In the brutal heat and monsoon muck of August, Senator Kennedy traveled to refugee camps throughout West Bengal (the neighboring Indian state) and reported back to the Senate in an extraordinarily passionate document about the plight of the refugees in India and what he called the “reign of terror which grips East Bengal.”
He concluded: “America’s heavy support of Islamabad (West Pakistan) is nothing short of complicity in the human and political tragedy of East Bengal.”
Kennedy not only bore witness, he jolted the world into taking notice and aiding the refugees if not the independence fighters in East Bengal.

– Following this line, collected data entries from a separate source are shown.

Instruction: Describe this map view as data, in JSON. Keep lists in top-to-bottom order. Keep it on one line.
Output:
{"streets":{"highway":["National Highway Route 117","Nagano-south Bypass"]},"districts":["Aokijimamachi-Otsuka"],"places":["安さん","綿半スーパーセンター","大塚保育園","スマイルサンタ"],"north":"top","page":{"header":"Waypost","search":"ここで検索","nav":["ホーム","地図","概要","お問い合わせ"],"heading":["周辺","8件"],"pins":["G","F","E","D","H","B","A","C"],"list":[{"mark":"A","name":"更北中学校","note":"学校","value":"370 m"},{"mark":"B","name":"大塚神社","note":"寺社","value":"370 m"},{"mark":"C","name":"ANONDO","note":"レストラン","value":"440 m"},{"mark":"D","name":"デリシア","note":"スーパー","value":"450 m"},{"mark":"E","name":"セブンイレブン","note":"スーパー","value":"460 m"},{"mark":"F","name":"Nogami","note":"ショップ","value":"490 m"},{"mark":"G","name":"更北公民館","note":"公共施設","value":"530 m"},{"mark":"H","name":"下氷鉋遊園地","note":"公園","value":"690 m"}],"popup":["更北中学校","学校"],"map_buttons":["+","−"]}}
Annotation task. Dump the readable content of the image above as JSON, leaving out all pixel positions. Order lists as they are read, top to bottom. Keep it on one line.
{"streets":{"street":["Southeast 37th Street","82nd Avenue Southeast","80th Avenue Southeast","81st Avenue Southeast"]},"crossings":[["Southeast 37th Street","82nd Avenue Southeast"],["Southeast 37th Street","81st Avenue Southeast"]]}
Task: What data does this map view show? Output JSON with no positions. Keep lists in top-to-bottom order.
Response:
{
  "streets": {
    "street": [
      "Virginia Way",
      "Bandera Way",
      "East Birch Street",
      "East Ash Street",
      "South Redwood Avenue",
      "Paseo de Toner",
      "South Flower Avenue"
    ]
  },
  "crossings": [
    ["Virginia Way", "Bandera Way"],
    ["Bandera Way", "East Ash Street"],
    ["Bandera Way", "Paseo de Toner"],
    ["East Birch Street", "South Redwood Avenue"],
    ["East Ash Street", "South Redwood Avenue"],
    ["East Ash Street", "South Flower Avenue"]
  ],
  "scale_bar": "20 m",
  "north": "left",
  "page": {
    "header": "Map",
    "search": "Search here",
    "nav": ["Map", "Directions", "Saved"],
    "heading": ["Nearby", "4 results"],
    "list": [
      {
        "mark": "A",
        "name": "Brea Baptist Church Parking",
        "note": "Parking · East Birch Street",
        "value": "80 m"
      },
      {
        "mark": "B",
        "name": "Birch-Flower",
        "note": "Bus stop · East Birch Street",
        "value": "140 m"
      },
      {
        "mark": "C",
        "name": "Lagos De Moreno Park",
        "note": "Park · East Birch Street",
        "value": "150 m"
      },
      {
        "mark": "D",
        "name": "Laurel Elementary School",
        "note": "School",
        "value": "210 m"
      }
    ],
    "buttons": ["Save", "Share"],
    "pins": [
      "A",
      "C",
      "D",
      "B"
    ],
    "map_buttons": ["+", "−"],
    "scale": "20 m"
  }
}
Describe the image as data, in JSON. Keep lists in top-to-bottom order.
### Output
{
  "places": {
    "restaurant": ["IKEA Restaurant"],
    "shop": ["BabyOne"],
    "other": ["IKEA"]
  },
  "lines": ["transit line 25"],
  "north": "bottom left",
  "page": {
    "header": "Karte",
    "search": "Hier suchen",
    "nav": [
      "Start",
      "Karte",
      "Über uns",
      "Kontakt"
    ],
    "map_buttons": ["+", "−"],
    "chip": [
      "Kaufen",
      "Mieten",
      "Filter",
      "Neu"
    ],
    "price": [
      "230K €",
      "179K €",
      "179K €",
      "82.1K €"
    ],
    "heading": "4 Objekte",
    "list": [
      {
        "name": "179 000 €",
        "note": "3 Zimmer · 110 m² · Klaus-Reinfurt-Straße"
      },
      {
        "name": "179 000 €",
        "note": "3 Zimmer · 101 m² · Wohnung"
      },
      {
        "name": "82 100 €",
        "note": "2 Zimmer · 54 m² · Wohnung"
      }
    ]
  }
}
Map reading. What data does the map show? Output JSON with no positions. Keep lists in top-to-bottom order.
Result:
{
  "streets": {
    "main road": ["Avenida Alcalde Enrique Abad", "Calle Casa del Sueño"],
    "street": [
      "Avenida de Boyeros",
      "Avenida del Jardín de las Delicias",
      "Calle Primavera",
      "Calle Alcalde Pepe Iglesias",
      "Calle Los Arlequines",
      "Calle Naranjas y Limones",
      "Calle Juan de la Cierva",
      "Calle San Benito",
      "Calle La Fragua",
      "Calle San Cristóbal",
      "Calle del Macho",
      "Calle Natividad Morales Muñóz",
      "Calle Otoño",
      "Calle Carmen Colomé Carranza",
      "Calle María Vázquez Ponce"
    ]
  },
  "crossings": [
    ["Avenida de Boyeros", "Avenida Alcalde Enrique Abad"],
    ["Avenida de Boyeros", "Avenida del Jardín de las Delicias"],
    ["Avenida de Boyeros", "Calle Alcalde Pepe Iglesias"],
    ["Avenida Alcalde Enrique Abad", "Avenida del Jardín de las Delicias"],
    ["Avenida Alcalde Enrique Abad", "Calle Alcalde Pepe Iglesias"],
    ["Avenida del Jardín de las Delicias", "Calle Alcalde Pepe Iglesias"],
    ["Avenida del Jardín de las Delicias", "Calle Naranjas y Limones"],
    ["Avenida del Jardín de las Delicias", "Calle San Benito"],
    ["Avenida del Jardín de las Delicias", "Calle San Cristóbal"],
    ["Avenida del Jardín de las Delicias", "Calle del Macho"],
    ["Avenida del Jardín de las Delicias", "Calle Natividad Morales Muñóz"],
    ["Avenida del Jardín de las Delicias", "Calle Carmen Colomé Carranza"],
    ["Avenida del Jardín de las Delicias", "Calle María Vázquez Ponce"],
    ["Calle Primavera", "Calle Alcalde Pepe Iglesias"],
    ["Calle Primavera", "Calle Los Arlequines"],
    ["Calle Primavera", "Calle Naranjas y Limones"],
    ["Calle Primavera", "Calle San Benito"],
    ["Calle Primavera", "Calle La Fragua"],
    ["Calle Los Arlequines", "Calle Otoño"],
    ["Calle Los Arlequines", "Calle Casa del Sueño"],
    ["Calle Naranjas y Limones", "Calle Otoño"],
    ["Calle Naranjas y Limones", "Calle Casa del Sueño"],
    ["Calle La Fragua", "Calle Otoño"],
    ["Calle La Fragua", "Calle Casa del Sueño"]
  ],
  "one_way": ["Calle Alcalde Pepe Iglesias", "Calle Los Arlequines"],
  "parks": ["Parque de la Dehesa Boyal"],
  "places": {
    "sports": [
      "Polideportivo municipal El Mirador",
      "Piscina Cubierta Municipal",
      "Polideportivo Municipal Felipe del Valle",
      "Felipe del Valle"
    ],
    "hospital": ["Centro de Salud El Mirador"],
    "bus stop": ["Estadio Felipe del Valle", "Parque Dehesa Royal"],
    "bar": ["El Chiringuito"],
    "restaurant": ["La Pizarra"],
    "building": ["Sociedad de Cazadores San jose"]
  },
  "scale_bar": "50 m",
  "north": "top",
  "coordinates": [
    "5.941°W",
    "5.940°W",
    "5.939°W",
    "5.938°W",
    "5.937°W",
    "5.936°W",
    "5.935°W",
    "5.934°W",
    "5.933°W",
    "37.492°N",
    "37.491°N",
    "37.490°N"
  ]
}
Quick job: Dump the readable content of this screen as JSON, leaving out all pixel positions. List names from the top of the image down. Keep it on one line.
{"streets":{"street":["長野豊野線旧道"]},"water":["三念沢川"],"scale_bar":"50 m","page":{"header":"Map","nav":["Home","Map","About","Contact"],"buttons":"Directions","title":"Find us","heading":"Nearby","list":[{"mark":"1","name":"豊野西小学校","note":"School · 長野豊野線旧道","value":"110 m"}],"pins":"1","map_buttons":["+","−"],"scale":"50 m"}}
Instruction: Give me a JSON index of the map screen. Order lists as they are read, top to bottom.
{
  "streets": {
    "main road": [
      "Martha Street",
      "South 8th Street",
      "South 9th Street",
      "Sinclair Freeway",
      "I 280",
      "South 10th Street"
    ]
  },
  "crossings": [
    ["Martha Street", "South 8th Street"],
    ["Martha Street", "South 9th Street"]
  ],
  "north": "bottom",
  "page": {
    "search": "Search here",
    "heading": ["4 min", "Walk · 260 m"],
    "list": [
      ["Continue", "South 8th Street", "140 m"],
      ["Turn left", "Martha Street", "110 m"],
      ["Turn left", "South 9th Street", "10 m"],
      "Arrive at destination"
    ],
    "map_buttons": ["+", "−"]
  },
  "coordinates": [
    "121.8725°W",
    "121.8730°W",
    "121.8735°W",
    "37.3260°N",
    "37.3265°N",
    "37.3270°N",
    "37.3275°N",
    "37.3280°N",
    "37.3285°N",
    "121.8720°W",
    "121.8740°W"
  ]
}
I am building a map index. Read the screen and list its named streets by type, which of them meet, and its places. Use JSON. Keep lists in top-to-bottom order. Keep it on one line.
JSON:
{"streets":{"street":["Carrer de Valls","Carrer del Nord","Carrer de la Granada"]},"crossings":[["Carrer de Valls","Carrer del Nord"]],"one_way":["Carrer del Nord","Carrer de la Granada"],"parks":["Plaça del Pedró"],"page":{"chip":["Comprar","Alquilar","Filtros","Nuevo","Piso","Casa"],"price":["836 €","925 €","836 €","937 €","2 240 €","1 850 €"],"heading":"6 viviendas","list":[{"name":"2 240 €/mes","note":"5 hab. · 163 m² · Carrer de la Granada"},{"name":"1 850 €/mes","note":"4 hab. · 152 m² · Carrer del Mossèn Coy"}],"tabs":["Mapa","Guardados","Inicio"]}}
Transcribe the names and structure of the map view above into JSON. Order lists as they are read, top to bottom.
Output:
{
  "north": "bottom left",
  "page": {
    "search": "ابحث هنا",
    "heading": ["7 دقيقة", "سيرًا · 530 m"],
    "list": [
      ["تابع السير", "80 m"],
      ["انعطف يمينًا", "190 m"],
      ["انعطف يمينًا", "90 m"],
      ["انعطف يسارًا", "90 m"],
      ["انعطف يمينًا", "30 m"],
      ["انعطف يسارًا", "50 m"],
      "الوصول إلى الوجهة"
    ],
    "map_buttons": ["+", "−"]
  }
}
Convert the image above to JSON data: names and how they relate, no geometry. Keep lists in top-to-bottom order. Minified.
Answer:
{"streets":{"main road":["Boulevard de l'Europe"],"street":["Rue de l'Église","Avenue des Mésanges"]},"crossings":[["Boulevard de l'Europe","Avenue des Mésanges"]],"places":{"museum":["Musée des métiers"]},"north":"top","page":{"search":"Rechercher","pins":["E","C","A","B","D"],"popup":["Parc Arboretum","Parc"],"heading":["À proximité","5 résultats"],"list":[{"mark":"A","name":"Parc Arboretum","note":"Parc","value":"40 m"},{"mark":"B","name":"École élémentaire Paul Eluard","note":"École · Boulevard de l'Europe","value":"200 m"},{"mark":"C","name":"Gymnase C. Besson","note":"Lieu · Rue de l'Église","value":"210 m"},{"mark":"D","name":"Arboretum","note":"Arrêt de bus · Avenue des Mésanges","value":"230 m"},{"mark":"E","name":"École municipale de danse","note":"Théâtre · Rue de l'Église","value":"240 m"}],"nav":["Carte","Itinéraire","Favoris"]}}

Kennedy basically embarassed the Nixon administration into supporting Bangladashi statehood. An editorial from the Bangladesh The Daily Star explains:
Senator Kennedy took up our cause in his country and in the international arena. His support gave that certain boost to our struggle that was so necessary for us at the time. The Nixon administration, in its misplaced obsession with opening a road to ties with China through making use of Pakistan, conveniently looked the other way as the then Pakistan establishment went on eliminating Bengalis. Mr. Kennedy chose to uphold reality as it then was.
What is truly amazing to me is that this is only a small footnote in the man’s legacy.